(Stored data)

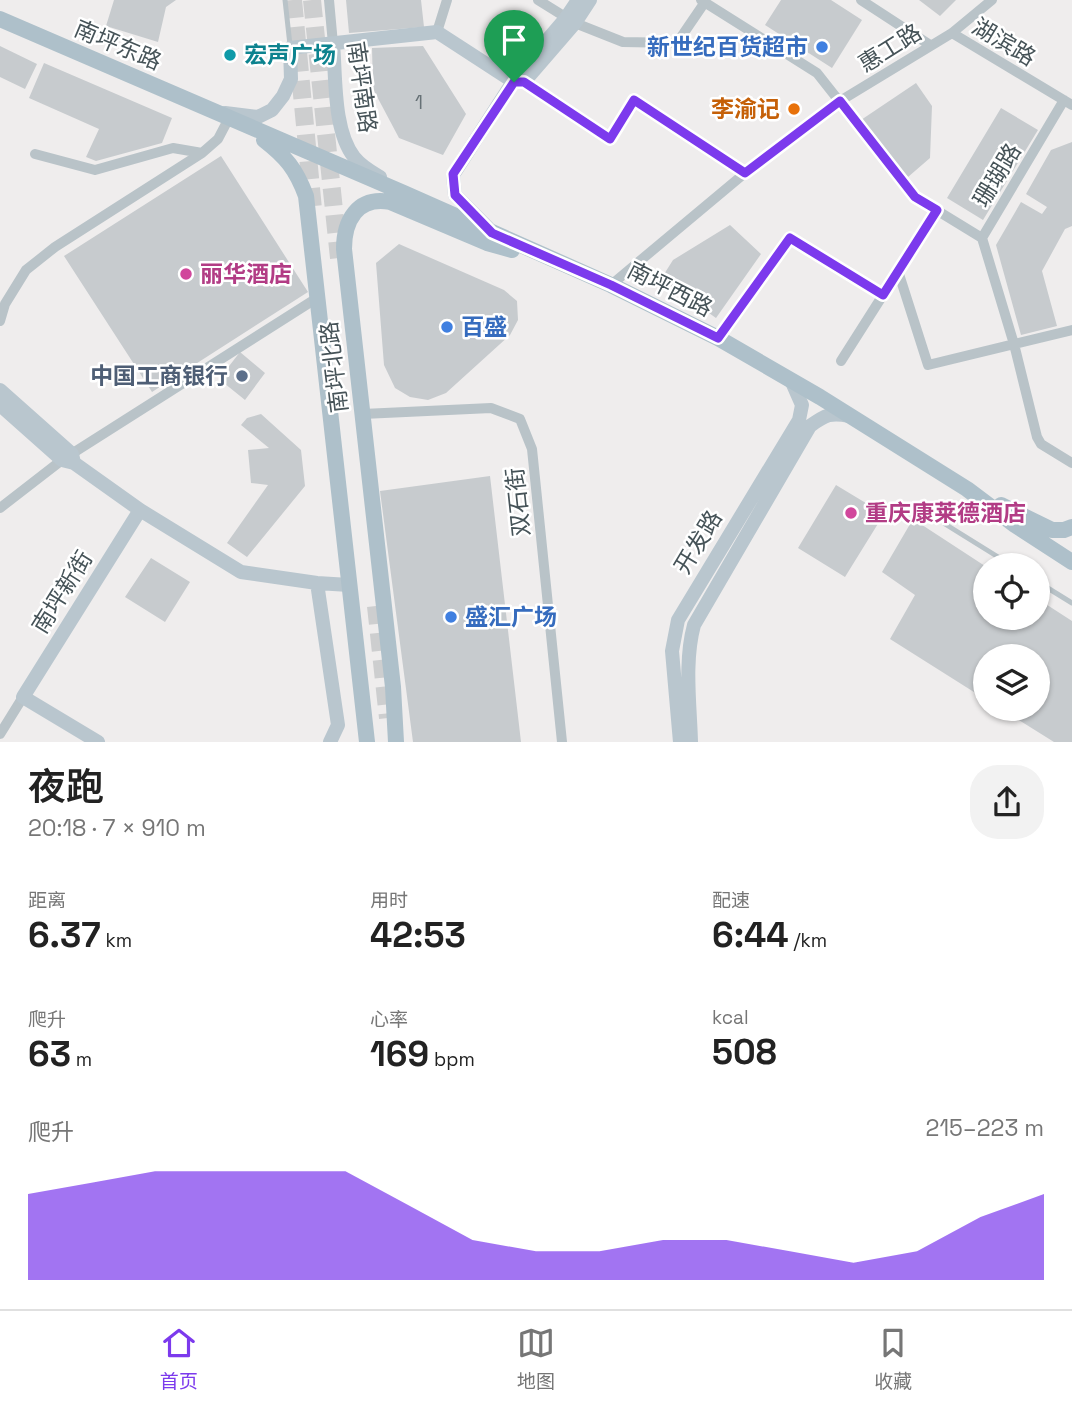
<!DOCTYPE html>
<html lang="zh">
<head>
<meta charset="utf-8">
<style>
	:root { --surface:#fff; --page:#f2f2f2; --text:#222; --muted:#767676; --line:#e0e0e0; --accent:#7c3aed }
	body { margin:0; font-family:"Space Grotesk","Noto Sans SC",sans-serif; background:var(--page); color:var(--text); height:100vh; display:flex; flex-direction:column; font-size:26px; white-space:nowrap }
	* { box-sizing:border-box; margin:0 }
	p { font-size:23px; color:var(--muted) }
	.icon { flex:none; width:38px; height:38px; fill:none; stroke:currentColor; stroke-width:2; stroke-linecap:round; stroke-linejoin:round }
	.map { position:relative; height:742px; overflow:hidden }
	.side { display:flex; flex-direction:column; background:var(--surface); flex:1 }
	.side>* { flex:none }
	.tools { position:absolute; left:973px; top:553px; display:grid; gap:14px }
	.tools a { display:grid; place-items:center; width:77px; height:77px; border-radius:50%; background:var(--surface); box-shadow:0 2px 5px #0004; font-size:35px }
	.pin { position:absolute; display:grid; place-items:center; width:60px; height:60px; color:#fff; margin:-72px -30px; border-radius:50% 50% 50% 0; rotate:-45deg; box-shadow:0 0 7px #0007 }
	.pin .icon { rotate:45deg }
	.round { display:grid; place-items:center; flex:none; width:74px; height:74px; border-radius:28px; background:var(--page) }
	.summary { display:flex; align-items:center; justify-content:space-between; height:119px; padding:0 28px }
	h1 { font-size:38px; font-weight:600; line-height:52px }
	.figures { display:grid; grid-template-columns:repeat(3,1fr); gap:10px; height:119px; padding:7px 28px }
	.figures div { display:grid; align-content:center }
	.figures b { font-size:35px; font-weight:600 }
	.figures small { font-size:19px; font-weight:400 }
	.figures p { font-size:19px }
	.chart { height:196px; padding:14px 28px }
	.chart p { display:flex; justify-content:space-between }
	.chart svg { width:100%; height:126px; margin-top:7px; fill:var(--accent); opacity:.7 }
	.tabs { display:flex; justify-content:space-around; align-items:center; height:98px; border-top:2px solid var(--line); background:var(--surface); font-size:19px; color:var(--muted) }
	.tabs a { display:grid; justify-items:center; gap:4px }
	.tabs .on { color:var(--accent) }
	.map>svg:first-child { display:block }
</style>
</head>
<body>
<div class="map">
<svg width="1072" height="742" viewBox="0 0 1072 742">
	<rect width="100%" height="100%" fill="#efeded"/>
	<path fill="#c7cbce" d="M 114,0 L 176,0 L 166,7 L 158,42 L 106,26 Z
		M 346,0 L 421,0 L 424,27 L 349,33 Z
		M 781,0 L 831,0 L 862,20 L 832,68 L 765,25 Z
		M 919,0 L 956,0 L 940,16 Z
		M 0,46 L 37,64 L 25,89 L 0,77 Z
		M 423,46 L 466,114 L 443,155 L 399,138 L 373,89 L 372,48 Z
		M 44,63 L 172,118 L 162,143 L 96,161 L 86,157 L 99,129 L 29,98 Z
		M 916,83 L 932,106 L 930,158 L 908,177 L 858,122 Z
		M 1001,108 L 1038,130 L 983,220 L 947,198 Z
		M 1072,142 L 1072,226 L 1065,229 L 1042,271 L 1057,326 L 1021,335 L 996,245 L 1021,202 L 1042,214 L 1047,207 L 1026,194 L 1051,150 Z
		M 221,156 L 308,292 L 152,392 L 64,256 Z
		M 730,225 L 761,254 L 716,318 L 661,279 L 673,260 Z
		M 399,244 L 504,290 L 517,301 L 518,320 L 510,335 L 446,393 L 428,400 L 410,397 L 395,388 L 384,365 L 376,263 Z
		M 240,352 L 265,373 L 245,400 L 219,379 Z
		M 261,414 L 301,450 L 305,486 L 247,557 L 227,543 L 268,485 L 251,483 L 248,450 L 269,448 L 241,425 L 247,418 Z
		M 490,476 L 521,742 L 413,742 L 380,491 Z
		M 836,485 L 884,514 L 845,577 L 798,548 Z
		M 913,519 L 985,566 L 985,618 L 1038,618 L 1038,599 L 1072,621 L 1072,742 L 1054,742 L 1001,709 L 1038,709 L 1038,656 L 985,656 L 985,699 L 890,639 L 915,595 L 882,572 Z
		M 151,558 L 190,582 L 165,622 L 125,597 Z"/>
	<g fill="none" stroke-linecap="round" stroke-linejoin="round">
		<path stroke="#cdcecf" stroke-width="18" stroke-dasharray="18 9" stroke-linecap="butt" d="M 293,0 L 313,209
			M 312,0 L 339,258
			M 376,606 L 388,718"/>
		<path stroke="#b9c3c8" stroke-width="5" d="M 285,0 L 290,45
			M 945,524 L 1011,565
			M 1038,582 L 1072,603"/>
		<path stroke="#b9c3c8" stroke-width="10" d="M 329,0 L 333,44
			M 538,0 L 575,23 L 623,42 L 677,43 L 705,2
			M 701,0 L 817,73 L 915,197 L 982,238 L 1064,100
			M 861,0 L 930,45
			M 437,32 L 447,0
			M 952,33 L 1072,105
			M 522,79 L 524,82 L 609,139 L 634,100 L 745,173
			M 35,154 L 95,170 L 173,148 L 202,153
			M 982,238 L 1014,344 L 1037,437 L 1041,444 L 1072,463
			M 898,271 L 928,365 L 1072,330
			M 611,285 L 745,173 L 840,101 L 952,33 L 992,0
			M 0,321 L 5,304 L 26,270 L 55,247 L 202,153 L 218,139 L 229,118
			M 718,338 L 790,238 L 883,295
			M 841,361 L 937,210
			M 363,414 L 491,408 L 520,419 L 532,449 L 562,742
			M 0,508 L 62,460 L 317,298
			M 0,734 L 23,697"/>
		<path stroke="#b9c6ce" stroke-width="14" d="M 333,44 C 336,77 333,130 354,157 C 361,166 370,171 380,177
			M 225,113 L 258,117 L 272,110 L 283,96 L 291,79 L 290,48 L 437,32 L 514,82 L 524,82 L 575,23 L 590,0
			M 488,228 L 455,195 L 453,175 L 518,74 L 566,18 L 578,0
			M 0,390 L 72,454 L 74,463
			M 0,405 L 62,460 L 74,463 L 140,510
			M 317,583 L 338,725 L 330,742
			M 98,742 L 23,697 L 140,510 L 241,572 L 317,583 L 349,585
			M 680,742 L 672,651 L 678,620 L 799,420 L 802,405 L 791,380
			M 691,742 C 690,704 684,662 694,625 L 810,426 C 825,415 831,412 849,416"/>
		<path stroke="#aec0ca" stroke-width="16" d="M 0,19 L 404,193 L 611,285 L 718,338 L 820,397 L 967,489 L 1015,525 L 1072,562
			M 264,140 C 286,157 296,169 306,196 L 367,742
			M 1001,505 L 1052,530 L 1064,530 L 1072,527
			M 396,742 L 393,687 L 344,249 C 344,221 357,196 390,202 L 487,243 L 512,250"/>
	</g>
	<g fill="none" stroke-linecap="round" stroke-linejoin="round">
		<defs>
			<path id="route" d="M 514,82 L 524,82 L 610,139 L 634,100 L 745,173 L 840,101 L 915,197 L 937,210 L 883,295 L 790,238 L 718,338 L 611,285 L 492,233 L 455,195 L 453,174 Z"/>
		</defs>
		<use href="#route" stroke="#fff" stroke-width="14"/>
		<use href="#route" stroke="#7c3aed" stroke-width="9"/>
	</g>
	<g fill="#3f7fe0" stroke="#fff" stroke-width="2.5">
		<circle cx="822" cy="47" r="7"/>
		<circle cx="447" cy="327" r="7"/>
		<circle cx="451" cy="617" r="7"/>
	</g>
	<circle fill="#0f9aa8" stroke="#fff" stroke-width="2.5" cx="230" cy="55" r="7"/>
	<circle fill="#e8710a" stroke="#fff" stroke-width="2.5" cx="794" cy="109" r="7"/>
	<g fill="#d1479c" stroke="#fff" stroke-width="2.5">
		<circle cx="186" cy="274" r="7"/>
		<circle cx="851" cy="513" r="7"/>
	</g>
	<circle fill="#5c6f8a" stroke="#fff" stroke-width="2.5" cx="242" cy="376" r="7"/>
	<g text-anchor="middle" stroke-width="5" stroke-linejoin="round" paint-order="stroke">
		<g font-size="19" fill="#667176">
			<text x="419" y="109">1</text>
		</g>
		<g font-size="23" fill="#465358" stroke="#fff">
			<text transform="translate(1004 42) rotate(31)" y="8">湖滨路</text>
			<text transform="translate(118 45) rotate(23)" y="8">南坪东路</text>
			<text transform="translate(890 48) rotate(-32)" y="8">惠工路</text>
			<text transform="translate(362 87) rotate(82)" y="8">南坪南路</text>
			<text transform="translate(997 175) rotate(-59)" y="8">珊瑚路</text>
			<text transform="translate(670 289) rotate(27)" y="8">南坪西路</text>
			<text transform="translate(334 367) rotate(-97)" y="8">南坪北路</text>
			<text transform="translate(518 502) rotate(-96)" y="8">双石街</text>
			<text transform="translate(698 542) rotate(-59)" y="8">开发路</text>
			<text transform="translate(62 592) rotate(-58)" y="8">南坪新街</text>
		</g>
		<g font-size="23" font-weight="bold" fill="#366cbe" stroke="#fff" text-anchor="start">
			<text x="808" y="55" text-anchor="end">新世纪百货超市</text>
			<text x="461" y="335">百盛</text>
			<text x="465" y="625">盛汇广场</text>
		</g>
		<g font-size="23" font-weight="bold" fill="#0d838f" stroke="#fff" text-anchor="start">
			<text x="244" y="63">宏声广场</text>
		</g>
		<g font-size="23" font-weight="bold" fill="#c56008" stroke="#fff" text-anchor="end">
			<text x="780" y="117">李渝记</text>
		</g>
		<g font-size="23" font-weight="bold" fill="#b23c85" stroke="#fff" text-anchor="start">
			<text x="200" y="282">丽华酒店</text>
			<text x="865" y="521">重庆康莱德酒店</text>
		</g>
		<g font-size="23" font-weight="bold" fill="#4e5e75" stroke="#fff" text-anchor="end">
			<text x="228" y="384">中国工商银行</text>
		</g>
	</g>
</svg>
<div class="tools">
<a><svg class="icon" aria-label="locate" viewBox="0 0 24 24"><circle cx="12" cy="12" r="6"/><path d="M12 2v4M12 18v4M2 12h4M18 12h4"/></svg></a>
<a><svg class="icon" aria-label="layers" viewBox="0 0 24 24"><path d="M12 4l9 5-9 5-9-5zM3 14l9 5 9-5"/></svg></a>
</div>
<div class="pin" style="left:514px;top:82px;background:#1e9e55"><svg class="icon" aria-label="arrive" viewBox="0 0 24 24"><path d="M6 21V4h12l-3 4 3 4H6"/></svg></div>
</div>
<section class="side">
<div class="summary"><div><h1>夜跑</h1><p>20:18 · 7 × 910 m</p></div><a class="round"><svg class="icon" aria-label="share" viewBox="0 0 24 24"><path d="M12 15V3M7 8l5-5 5 5M5 13v7h14v-7"/></svg></a></div>
<div class="figures">
<div><p>距离</p><b>6.37<small> km</small></b></div>
<div><p>用时</p><b>42:53</b></div>
<div><p>配速</p><b>6:44<small> /km</small></b></div>
</div>
<div class="figures">
<div><p>爬升</p><b>63<small> m</small></b></div>
<div><p>心率</p><b>169<small> bpm</small></b></div>
<div><p>kcal</p><b>508</b></div>
</div>
<div class="chart"><p><span>爬升</span>215–223 m</p>
<svg viewBox="0 0 160 44" preserveAspectRatio="none"><path d="M0 44V14L10 10L20 6L30 6L40 6L50 6L60 18L70 30L80 34L90 34L100 30L110 30L120 34L130 38L140 34L150 22L160 14V44z"/></svg>
</div>
</section>
<nav class="tabs">
<a class="on"><svg class="icon" aria-label="home" viewBox="0 0 24 24"><path d="M3 11l9-7 9 7M6 9v11h12V9"/></svg>首页</a>
<a><svg class="icon" aria-label="map" viewBox="0 0 24 24"><path d="M3 6l6-2 6 2 6-2v14l-6 2-6-2-6 2zM9 4v14M15 6v14"/></svg>地图</a>
<a><svg class="icon" aria-label="saved" viewBox="0 0 24 24"><path d="M7 4h10v16l-5-4-5 4z"/></svg>收藏</a>
</nav>
</body>
</html>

(REQUIRED WORK) After locating the line with "position:relative; height:742px; overflow:hidden" above, return that line and every later line through the one with "display:flex; justify-content:space-around; align-items:center;", word for word and with nothing else.

(WORKED SOLUTION)
	.map { position:relative; height:742px; overflow:hidden }
	.side { display:flex; flex-direction:column; background:var(--surface); flex:1 }
	.side>* { flex:none }
	.tools { position:absolute; left:973px; top:553px; display:grid; gap:14px }
	.tools a { display:grid; place-items:center; width:77px; height:77px; border-radius:50%; background:var(--surface); box-shadow:0 2px 5px #0004; font-size:35px }
	.pin { position:absolute; display:grid; place-items:center; width:60px; height:60px; color:#fff; margin:-72px -30px; border-radius:50% 50% 50% 0; rotate:-45deg; box-shadow:0 0 7px #0007 }
	.pin .icon { rotate:45deg }
	.round { display:grid; place-items:center; flex:none; width:74px; height:74px; border-radius:28px; background:var(--page) }
	.summary { display:flex; align-items:center; justify-content:space-between; height:119px; padding:0 28px }
	h1 { font-size:38px; font-weight:600; line-height:52px }
	.figures { display:grid; grid-template-columns:repeat(3,1fr); gap:10px; height:119px; padding:7px 28px }
	.figures div { display:grid; align-content:center }
	.figures b { font-size:35px; font-weight:600 }
	.figures small { font-size:19px; font-weight:400 }
	.figures p { font-size:19px }
	.chart { height:196px; padding:14px 28px }
	.chart p { display:flex; justify-content:space-between }
	.chart svg { width:100%; height:126px; margin-top:7px; fill:var(--accent); opacity:.7 }
	.tabs { display:flex; justify-content:space-around; align-items:center; height:98px; border-top:2px solid var(--line); background:var(--surface); font-size:19px; color:var(--muted) }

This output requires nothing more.